There’s two ways in which allies help here.

Allies give you perspective, especially if they have more experience.

Allies challenge you, when you’re hesitant to try something because you feel you might fail at it. There can be no growth without exertion.

Perseverance

And you will be exerting yourself.

Getting better at anything is tiring. It’ll be a constant fight against your own desire to give up.

This is why you need to set things up so that it’s easier for your team to do the right thing.

This is also why you need to pick the right allies to work with. You’ll have enough stress as it is.

The wrong people? The wrong people will turn your entire day into table-flipping o’clock.

Agency

Crafting is about shaping the result. Shaping requires agency, the capacity to act and determine your own fate.

So you might be thinking “oh, that’s all fine and dandy if you’re doing your own thing, but I have a boss”.

Which is perfectly valid.

You’re going to need to find a place where people see the value you provide.

Having agency will require some negotiation. There can be no negotiation if the other side sees you as a cog - at best, you’re arguing about replacement costs.

It’s not an extra, it’s the job

Now, don’t misunderstand what I said about aesthetics. Craft is not about artistry, or creating something just for creation’s sake.

It’s much more about consistency and putting in the work.

You and your team, getting your heads down and focusing on what you need to achieve. No matter where you all are in the organization.

Remember that the guy arranging these plates day after day so that they look exactly like the model in the window is the cook at a hole-in-the-wall place. This is not the Chief Curry Officer, imposing his glorious craft vision from up on high.

This is someone just getting on with the job.

Don’t let the madness get lost in the method.

And still, with all this structure, you can’t let the madness get lost in the method.

You need to bring something from yourself.

It’s easy to just follow existing frameworks, a set of rules that someone else came up with, without questioning if they apply.

The end result will be dull. It’ll be the same thing as everybody else is doing.

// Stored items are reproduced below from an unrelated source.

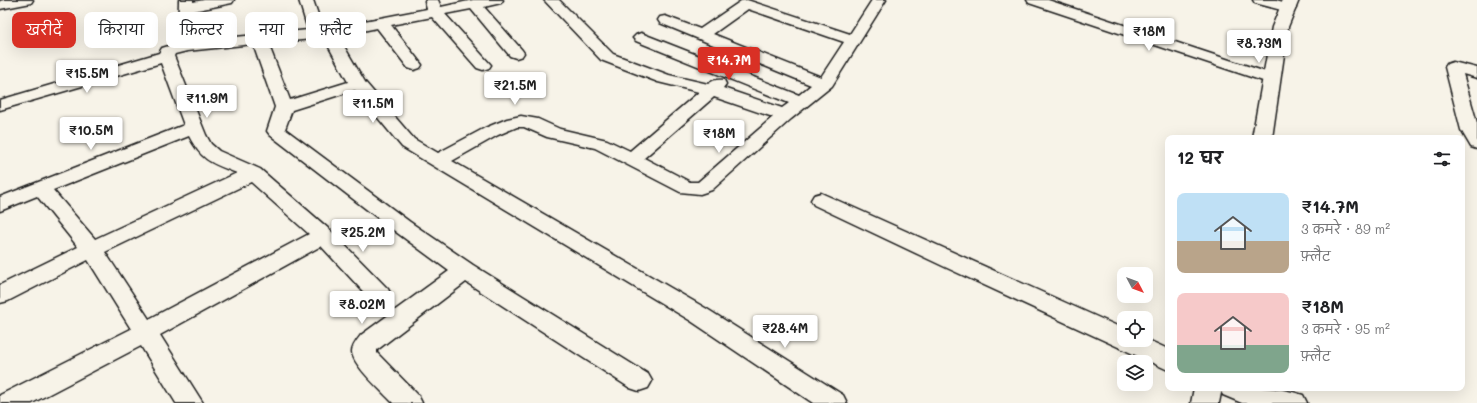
<!DOCTYPE html>
<html lang="hi">
<meta charset="utf-8">
<style>
body{margin:0;font-family:Mali,"Playpen Sans Deva",sans-serif;background:#f2f2f2;color:#202124;height:100vh;display:flex;flex-direction:column;font-size:15px;white-space:nowrap}
*{box-sizing:border-box;margin:0}
p{font-size:13px;color:#757577}
.icon{flex:none;width:22px;height:22px;fill:none;stroke:currentColor;stroke-width:2;stroke-linecap:round;stroke-linejoin:round}
.map{position:relative;flex:1;overflow:hidden}
.panel{position:absolute;left:1165px;top:135px;width:300px;height:256px;display:flex;flex-direction:column;background:#fff;border-radius:8px;box-shadow:0 4px 16px #0002}
.panel>*{flex:none}
.banner{position:absolute;left:12px;top:12px;width:380px;height:36px;display:flex;gap:8px}
.needle{width:26px;rotate:131deg}
.fabs{position:absolute;left:1117px;top:267px;display:grid;gap:8px}
.fabs a{display:grid;place-items:center;width:36px;height:36px;border-radius:8px;background:#fff;box-shadow:0 4px 16px #0002;font-size:20px}
.price{position:absolute;translate:-50% -34px;padding:0 9px;border-radius:4px;background:#fff;color:#222;font-size:13px;line-height:26px;filter:drop-shadow(0 1px 2px #0008)}
.price::after{content:'';position:absolute;left:50%;top:24px;width:12px;height:9px;margin-left:-6px;background:inherit;clip-path:polygon(0 0,100% 0,50% 100%)}
.price.on{background:#d93025;color:#fff}
ul{padding:0;list-style:none}
li{display:flex;align-items:center;gap:12px;height:100px;padding:0 12px}
li span{display:grid;place-items:center;flex:none;width:112px;height:80px;border-radius:8px;color:#555}
li>.icon{margin-inline-start:auto}
span .icon{width:48px;height:48px;fill:#fffc;stroke-width:1}
li b{font-size:17px}
h2{display:flex;justify-content:space-between;align-items:center;height:48px;padding:0 12px;font-size:17px}
.chip{padding:0 14px;border-radius:8px;background:#fff;box-shadow:0 4px 16px #0002;font-size:14px;line-height:36px}
.chip.on{background:#d93025;color:#fff}
.map>svg:first-child{display:block}
.lines{fill:none;stroke-linecap:round;stroke-linejoin:round}
.minor-casing{stroke:#1c1c1c;stroke-width:3}
.major-casing{stroke:#1c1c1c;stroke-width:3}
.minor{fill:#f7f3e8;fill-rule:evenodd}
.major{fill:#f7f3e8;fill-rule:evenodd}
</style>
<div class="map">
<svg width="1477" height="403" viewBox="0 0 1477 403">
<rect width="100%" height="100%" fill="#f7f3e8"/>
<filter id="ink" filterUnits="userSpaceOnUse"><feTurbulence type="fractalNoise" baseFrequency=".025" numOctaves="2"/><feDisplacementMap in="SourceGraphic" scale="8" xChannelSelector="R" yChannelSelector="G"/><feConvolveMatrix kernelMatrix="1 2 1 2 8 2 1 2 1" color-interpolation-filters="sRGB"/></filter>
<g filter="url(#ink)">
<g class="lines">
<defs>
<path id="minor" d="M4,0H33L31,3L0,9V1Z
M179,0H193V2L204,0H234L232,3L193,11L194,41L308,30L299,0H313L323,29L427,9L425,2L426,0H438L441,7L473,0H503L501,3L484,7L522,50L524,53L522,56L516,58L510,56L471,9L445,14L491,65L489,68L483,70L477,68L432,17L391,25L422,65L420,68L414,70L408,68L377,28L338,36L365,82L414,139L438,153L485,128L507,119L521,116L538,119L560,129L607,140L630,151L699,92L658,82L601,60L544,0H559L613,54L669,75L708,84C713,80 717,79 724,80L726,84L723,88L782,108L789,103L636,41L633,38L636,35L641,33L646,35L799,95L811,85L660,23L658,20L660,17L665,16L700,29L741,1L747,0L850,34L872,0H886L832,86L791,119L712,190L700,194L680,192L595,148L547,137L524,127H517L498,135L452,161L707,309L843,395L847,403H813L691,321L402,147L355,90L292,110L285,129L410,222L473,265L648,374L652,381L648,388L639,391L630,388L466,282L377,350V353L418,395L422,403H393C383,392 353,366 352,352C352,346 357,340 361,335L449,271L396,232L270,135L267,131L275,107L253,44L187,51L175,54L174,56L206,135L211,144L219,151L260,169L330,230L388,289L391,295L388,301L380,303L372,301L321,246L160,335L203,403H176L141,346L32,403H0V395L131,329L88,260L8,301L0,303V285L78,247L37,196L0,211V197L184,125L161,63L0,110V100L159,53L162,48L178,43ZM748,9L844,42L821,77L713,34ZM324,38L348,82L290,100L268,43ZM714,97L773,117L698,182H690L644,158ZM189,136C202,161 211,163 237,173L95,239L53,190ZM251,182L309,234L149,319L105,252Z
M1027,0H1048L1278,76L1280,79L1278,82L1272,84L1029,3Z
M1253,0H1276L1294,5L1296,8L1294,11L1289,12L1255,3Z
M1453,62L1477,68V78L1463,74L1477,123V149L1471,147L1461,130L1445,67L1447,64Z
M821,193L1124,329V340L1146,339L1168,349V370L945,267L814,205L811,200L814,195Z
M1219,388C1247,388 1276,386 1303,395L1307,403H1242L1223,395Z"/>
<path id="major" d="M1283,0H1299L1288,27L1272,138H1252L1272,27Z
M1194,388H1222L1219,403H1191Z"/>
</defs>
<use href="#minor" class="minor-casing"/>
<use href="#major" class="major-casing"/>
<use href="#minor" class="minor"/>
<use href="#major" class="major"/>
</g>
</g>
</svg>
<div class="fabs">
<a><svg class="needle" viewBox="-14 -14 28 28"><path d="M0-13l5 13h-10z" fill="#e53935"/><path d="M0 13l5-13h-10z" fill="#757577"/></svg></a>
<a><svg class="icon" aria-label="locate" viewBox="0 0 24 24"><circle cx="12" cy="12" r="6"/><path d="M12 2v4M12 18v4M2 12h4M18 12h4"/></svg></a>
<a><svg class="icon" aria-label="layers" viewBox="0 0 24 24"><path d="M12 4l9 5-9 5-9-5zM3 14l9 5 9-5"/></svg></a>
</div>
<b class="price" style="left:1149px;top:52px">₹18M</b>
<b class="price" style="left:1259px;top:64px">₹8.73M</b>
<b class="price on" style="left:729px;top:81px">₹14.7M</b>
<b class="price" style="left:87px;top:94px">₹15.5M</b>
<b class="price" style="left:515px;top:106px">₹21.5M</b>
<b class="price" style="left:207px;top:119px">₹11.9M</b>
<b class="price" style="left:373px;top:124px">₹11.5M</b>
<b class="price" style="left:91px;top:151px">₹10.5M</b>
<b class="price" style="left:719px;top:154px">₹18M</b>
<b class="price" style="left:363px;top:253px">₹25.2M</b>
<b class="price" style="left:362px;top:325px">₹8.02M</b>
<b class="price" style="left:785px;top:349px">₹28.4M</b>
<div class="banner">
<a class="chip on">खरीदें</a>
<a class="chip">किराया</a>
<a class="chip">फ़िल्टर</a>
<a class="chip">नया</a>
<a class="chip">फ़्लैट</a>
</div>
<section class="panel">
<h2>12 घर<svg class="icon" aria-label="filters" viewBox="0 0 24 24"><path d="M4 7h16M4 17h16"/><circle cx="9" cy="7" r="2"/><circle cx="15" cy="17" r="2"/></svg></h2>
<ul>
<li><span style="background:linear-gradient(#bfe0f5 60%,#b9a48a 0)"><svg class="icon" aria-label="home" viewBox="0 0 24 24"><path d="M3 11l9-7 9 7M6 9v11h12V9"/></svg></span><div><b>₹14.7M</b><p>3 कमरे · 89 m²</p><p>फ़्लैट</p></div></li>
<li><span style="background:linear-gradient(#f6c9c9 65%,#7fa58c 0)"><svg class="icon" aria-label="home" viewBox="0 0 24 24"><path d="M3 11l9-7 9 7M6 9v11h12V9"/></svg></span><div><b>₹18M</b><p>3 कमरे · 95 m²</p><p>फ़्लैट</p></div></li>
</ul>
</section>
</div>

Frameworks are training wheels for the mind.

They’re useful when you’re getting started, or as a reference point, but can be constraining once you’re ready to start going your own way.

We should keep asking ourselves if hewing closely to the framework buys us something, and where we could be better off by stepping away.

Frameworks are other people’s choices. It pays to examine if we’re also happy with other people’s trade-offs.

A certain disregard

Maybe you noticed that this advice on questioning frameworks can be at odds with what I said about best practices.

If so, good. You need a certain disregard for authority.

It doesn’t matter if other people are criticizing or providing advice or praising. Make sure whatever they are saying is in line with your aesthetics.

Remember that whatever experience they have, whomever they are, they aren’t you.